__Task__
Without any omission, reproduce the records that follow.

[Data extracted from a collection]
+ + +

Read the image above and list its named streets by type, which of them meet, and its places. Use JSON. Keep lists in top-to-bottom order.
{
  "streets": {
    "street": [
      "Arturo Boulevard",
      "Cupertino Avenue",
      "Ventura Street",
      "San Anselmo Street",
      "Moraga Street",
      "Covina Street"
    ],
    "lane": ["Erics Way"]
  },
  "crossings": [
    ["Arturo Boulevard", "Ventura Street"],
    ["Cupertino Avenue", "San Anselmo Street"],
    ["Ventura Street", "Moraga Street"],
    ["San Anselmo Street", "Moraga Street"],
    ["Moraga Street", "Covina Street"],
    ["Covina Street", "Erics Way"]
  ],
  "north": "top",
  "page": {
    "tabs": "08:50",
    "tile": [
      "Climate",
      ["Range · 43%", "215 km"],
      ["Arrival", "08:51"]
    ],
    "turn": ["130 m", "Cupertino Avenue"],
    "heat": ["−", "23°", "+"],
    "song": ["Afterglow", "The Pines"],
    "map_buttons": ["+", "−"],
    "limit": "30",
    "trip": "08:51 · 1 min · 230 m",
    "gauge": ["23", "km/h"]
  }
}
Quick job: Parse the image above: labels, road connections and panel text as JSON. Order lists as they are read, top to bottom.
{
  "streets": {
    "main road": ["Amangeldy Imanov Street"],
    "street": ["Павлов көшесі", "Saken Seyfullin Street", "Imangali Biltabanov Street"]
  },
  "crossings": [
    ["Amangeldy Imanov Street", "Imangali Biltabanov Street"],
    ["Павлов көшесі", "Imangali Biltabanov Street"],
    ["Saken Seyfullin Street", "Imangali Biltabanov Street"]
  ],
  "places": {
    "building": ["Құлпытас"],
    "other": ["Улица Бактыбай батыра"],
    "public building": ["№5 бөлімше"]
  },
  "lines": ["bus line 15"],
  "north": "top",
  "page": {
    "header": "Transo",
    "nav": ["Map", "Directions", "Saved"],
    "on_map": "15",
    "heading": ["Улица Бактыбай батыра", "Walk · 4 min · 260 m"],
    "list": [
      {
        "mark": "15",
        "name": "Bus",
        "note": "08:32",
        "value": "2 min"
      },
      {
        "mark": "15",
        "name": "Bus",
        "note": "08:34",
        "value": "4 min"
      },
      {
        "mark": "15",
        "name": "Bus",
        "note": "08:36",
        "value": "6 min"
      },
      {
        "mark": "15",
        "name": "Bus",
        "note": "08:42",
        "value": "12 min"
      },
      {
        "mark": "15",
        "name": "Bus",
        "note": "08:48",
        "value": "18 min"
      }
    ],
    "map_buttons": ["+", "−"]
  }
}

+ + +

__Final answer__
Read the image above and list its named streets by type, which of them meet, and its places. Use JSON. Keep lists in top-to-bottom order.
{
  "streets": {
    "street": [
      "Arturo Boulevard",
      "Cupertino Avenue",
      "Ventura Street",
      "San Anselmo Street",
      "Moraga Street",
      "Covina Street"
    ],
    "lane": ["Erics Way"]
  },
  "crossings": [
    ["Arturo Boulevard", "Ventura Street"],
    ["Cupertino Avenue", "San Anselmo Street"],
    ["Ventura Street", "Moraga Street"],
    ["San Anselmo Street", "Moraga Street"],
    ["Moraga Street", "Covina Street"],
    ["Covina Street", "Erics Way"]
  ],
  "north": "top",
  "page": {
    "tabs": "08:50",
    "tile": [
      "Climate",
      ["Range · 43%", "215 km"],
      ["Arrival", "08:51"]
    ],
    "turn": ["130 m", "Cupertino Avenue"],
    "heat": ["−", "23°", "+"],
    "song": ["Afterglow", "The Pines"],
    "map_buttons": ["+", "−"],
    "limit": "30",
    "trip": "08:51 · 1 min · 230 m",
    "gauge": ["23", "km/h"]
  }
}
Quick job: Parse the image above: labels, road connections and panel text as JSON. Order lists as they are read, top to bottom.
{
  "streets": {
    "main road": ["Amangeldy Imanov Street"],
    "street": ["Павлов көшесі", "Saken Seyfullin Street", "Imangali Biltabanov Street"]
  },
  "crossings": [
    ["Amangeldy Imanov Street", "Imangali Biltabanov Street"],
    ["Павлов көшесі", "Imangali Biltabanov Street"],
    ["Saken Seyfullin Street", "Imangali Biltabanov Street"]
  ],
  "places": {
    "building": ["Құлпытас"],
    "other": ["Улица Бактыбай батыра"],
    "public building": ["№5 бөлімше"]
  },
  "lines": ["bus line 15"],
  "north": "top",
  "page": {
    "header": "Transo",
    "nav": ["Map", "Directions", "Saved"],
    "on_map": "15",
    "heading": ["Улица Бактыбай батыра", "Walk · 4 min · 260 m"],
    "list": [
      {
        "mark": "15",
        "name": "Bus",
        "note": "08:32",
        "value": "2 min"
      },
      {
        "mark": "15",
        "name": "Bus",
        "note": "08:34",
        "value": "4 min"
      },
      {
        "mark": "15",
        "name": "Bus",
        "note": "08:36",
        "value": "6 min"
      },
      {
        "mark": "15",
        "name": "Bus",
        "note": "08:42",
        "value": "12 min"
      },
      {
        "mark": "15",
        "name": "Bus",
        "note": "08:48",
        "value": "18 min"
      }
    ],
    "map_buttons": ["+", "−"]
  }
}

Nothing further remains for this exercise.